# Word Embeddings

We will be looking at vector representation of words and word embeddings generally in this notebook. Most of the examples are adapted from [Allison Parrish's notebook here](https://gist.github.com/aparrish/2f562e3737544cf29aaf1af30362f469) which has lots of great stuff.

First we will be playing with the data collected in a color survey conducted by the people (person?) behind [XKCD](https://xkcd.com/). From what I understand they asked many people to name colors as presented to them on screen - many people and many colors. So this led to a lot of data about what people think of when they say a given color. Also lots of interesting data about what different genders see (or names they come up with) and also just general ingenuity/boredom of people. [Read more about the survey here](https://blog.xkcd.com/2010/05/03/color-survey-results/).

[The color data can be downloaded here](https://github.com/dariusk/corpora/blob/master/data/colors/xkcd.json).

---

Furthur down in the notebook we use the text of [_Dracula_](http://www.gutenberg.org/cache/epub/345/pg345.txt) by Bram Stoker and [_The Yellow Wallpaper_](http://www.gutenberg.org/cache/epub/1952/pg1952.txt) by Charlotte Perkins Gilman which can be downloaded from Project Gutenberg.

In [None]:
import json
import matplotlib.pyplot as plt
import numpy as np
import random
import spacy


from scipy import spatial

I have downloaded the two text files (_Dracula_ and _The Yellow Wallpaper_) which we'll use at various points, so I'll just store them in variables below with the XKCD Color Data.

In [None]:
DRACULA = "pg345.txt"
YELLOW_WALLPAPER = "pg1952.txt"
XKCD_COLOR = "xkcd.json"

In [None]:
# lolad the json data about colours
color_data = json.loads(open(XKCD_COLOR).read())
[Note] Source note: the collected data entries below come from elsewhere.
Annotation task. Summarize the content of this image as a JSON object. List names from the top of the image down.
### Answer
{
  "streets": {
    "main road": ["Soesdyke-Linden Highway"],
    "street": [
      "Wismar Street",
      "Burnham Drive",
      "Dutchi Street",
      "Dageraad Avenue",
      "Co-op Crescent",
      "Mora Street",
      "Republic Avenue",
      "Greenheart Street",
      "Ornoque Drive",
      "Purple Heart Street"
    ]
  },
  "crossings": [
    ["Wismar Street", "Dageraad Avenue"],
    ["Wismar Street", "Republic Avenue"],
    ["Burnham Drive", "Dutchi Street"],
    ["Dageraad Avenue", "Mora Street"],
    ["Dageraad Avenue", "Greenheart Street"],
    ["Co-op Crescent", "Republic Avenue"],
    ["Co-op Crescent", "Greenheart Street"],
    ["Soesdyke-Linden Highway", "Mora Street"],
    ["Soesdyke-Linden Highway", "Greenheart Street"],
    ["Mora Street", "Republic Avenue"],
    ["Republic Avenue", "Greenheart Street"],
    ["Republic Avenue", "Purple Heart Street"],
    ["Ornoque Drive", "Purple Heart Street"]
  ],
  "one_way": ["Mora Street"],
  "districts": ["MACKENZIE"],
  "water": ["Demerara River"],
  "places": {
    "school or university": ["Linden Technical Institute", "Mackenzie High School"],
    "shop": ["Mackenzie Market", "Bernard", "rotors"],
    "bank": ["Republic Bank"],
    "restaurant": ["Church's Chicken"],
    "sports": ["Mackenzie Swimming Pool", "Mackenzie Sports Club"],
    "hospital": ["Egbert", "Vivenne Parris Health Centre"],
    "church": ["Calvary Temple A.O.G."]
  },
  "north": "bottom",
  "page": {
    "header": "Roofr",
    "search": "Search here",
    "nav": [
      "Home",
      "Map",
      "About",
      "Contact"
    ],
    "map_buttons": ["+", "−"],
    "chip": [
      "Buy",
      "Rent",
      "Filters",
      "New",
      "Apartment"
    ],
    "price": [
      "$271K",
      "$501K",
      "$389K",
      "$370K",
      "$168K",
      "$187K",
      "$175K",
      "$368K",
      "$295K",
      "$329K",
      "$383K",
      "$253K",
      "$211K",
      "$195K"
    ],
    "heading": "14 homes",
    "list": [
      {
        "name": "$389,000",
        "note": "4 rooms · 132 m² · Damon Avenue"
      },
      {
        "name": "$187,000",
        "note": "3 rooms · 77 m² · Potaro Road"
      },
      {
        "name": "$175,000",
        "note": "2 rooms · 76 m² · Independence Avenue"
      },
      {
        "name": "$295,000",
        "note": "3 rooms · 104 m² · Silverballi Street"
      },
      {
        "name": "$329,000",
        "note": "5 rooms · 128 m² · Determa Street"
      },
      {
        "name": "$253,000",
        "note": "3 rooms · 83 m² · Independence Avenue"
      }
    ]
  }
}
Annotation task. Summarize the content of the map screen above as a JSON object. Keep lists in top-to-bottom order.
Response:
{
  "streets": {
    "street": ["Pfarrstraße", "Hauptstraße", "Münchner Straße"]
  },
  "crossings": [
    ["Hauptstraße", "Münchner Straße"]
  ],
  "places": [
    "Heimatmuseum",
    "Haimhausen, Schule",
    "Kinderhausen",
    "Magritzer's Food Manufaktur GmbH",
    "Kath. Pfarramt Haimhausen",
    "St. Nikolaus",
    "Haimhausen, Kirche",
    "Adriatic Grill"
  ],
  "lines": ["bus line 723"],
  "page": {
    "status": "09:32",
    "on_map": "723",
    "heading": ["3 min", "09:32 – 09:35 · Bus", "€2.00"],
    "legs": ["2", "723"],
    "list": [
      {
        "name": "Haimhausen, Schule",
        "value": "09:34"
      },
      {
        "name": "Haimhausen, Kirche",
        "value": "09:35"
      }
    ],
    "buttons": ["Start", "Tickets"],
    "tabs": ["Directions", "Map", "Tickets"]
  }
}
The color data is stored as hex codes, so the function and loop below will convert the hex to a more recognizable RGB color and store it in a new dictionary.

In [None]:
def hex_to_int(s):
    s = s.lstrip("#")
    return int(s[:2], 16), int(s[2:4], 16), int(s[4:6], 16)

In [None]:
# translate the whole colour dictionary from hex to tuples of integers
colors = dict()
for item in color_data['colors']:
    colors[item["color"]] = hex_to_int(item["hex"])

In [None]:
print(colors)

In [None]:
colors['olive']

In [None]:
colors['red']

In [None]:
colors['pig pink']

This is just a simple function to turn the color code into an image.

In [None]:
def make_solid_color(rgb):
    # create a 64x64 matrix for red, green, blue colour values
    r = np.full((64,64), rgb[0])
    g = np.full((64,64), rgb[1])
    b = np.full((64,64), rgb[2])
    
    # stack the data to create a 3-channel image stored in a 3-dimensional array
    return np.dstack((r, g, b))

In [None]:
image = make_solid_color(colors['cloudy blue'])

print(colors['cloudy blue'])
print(image.shape)

plt.imshow(image)

You may have noticed that an RGB color value is a vector of length 3: (172, 194, 217)

And we now have a dataset where each of these vectors has an associated name:

'Cloudy Blue': (172, 194, 217)

So we can start playing with this in maths world.

Below we create a function that finds the distance between two colours through th euclidean distance of their vectors

In [None]:
def distance(a, b):
    _a = np.array(a) # array from tuple
    _b = np.array(b)
    return np.linalg.norm(_a - _b) # numpy can perform operations on arrays


distance([10, 1], [5, 2])

In [None]:
colors['red']

In [None]:
d_red_green = distance(colors['red'], colors['green'])
d_red_pink  = distance(colors['red'], colors['pink'])

print(d_red_green, d_red_pink)
print(d_red_green > d_red_pink)

The below loops through the colors and finds

In [None]:
def closest(space, coord, n=10):
    closest = []
    for key in sorted(
        space.keys(),
        key=lambda x: distance(coord, space[x])
    )[:n]:
        closest.append(key)
    return closest

In [None]:
closest(colors, colors['olive'])

In [None]:
closest(colors, [150, 60, 150])

lets subtract two colors and see of we can find a color closet to those vectors

In [None]:
def subtract(a, b):
    _a = np.array(a)
    _b = np.array(b)
    return _a - _b

In [None]:
closest(colors, subtract(colors['purple'], colors['red']))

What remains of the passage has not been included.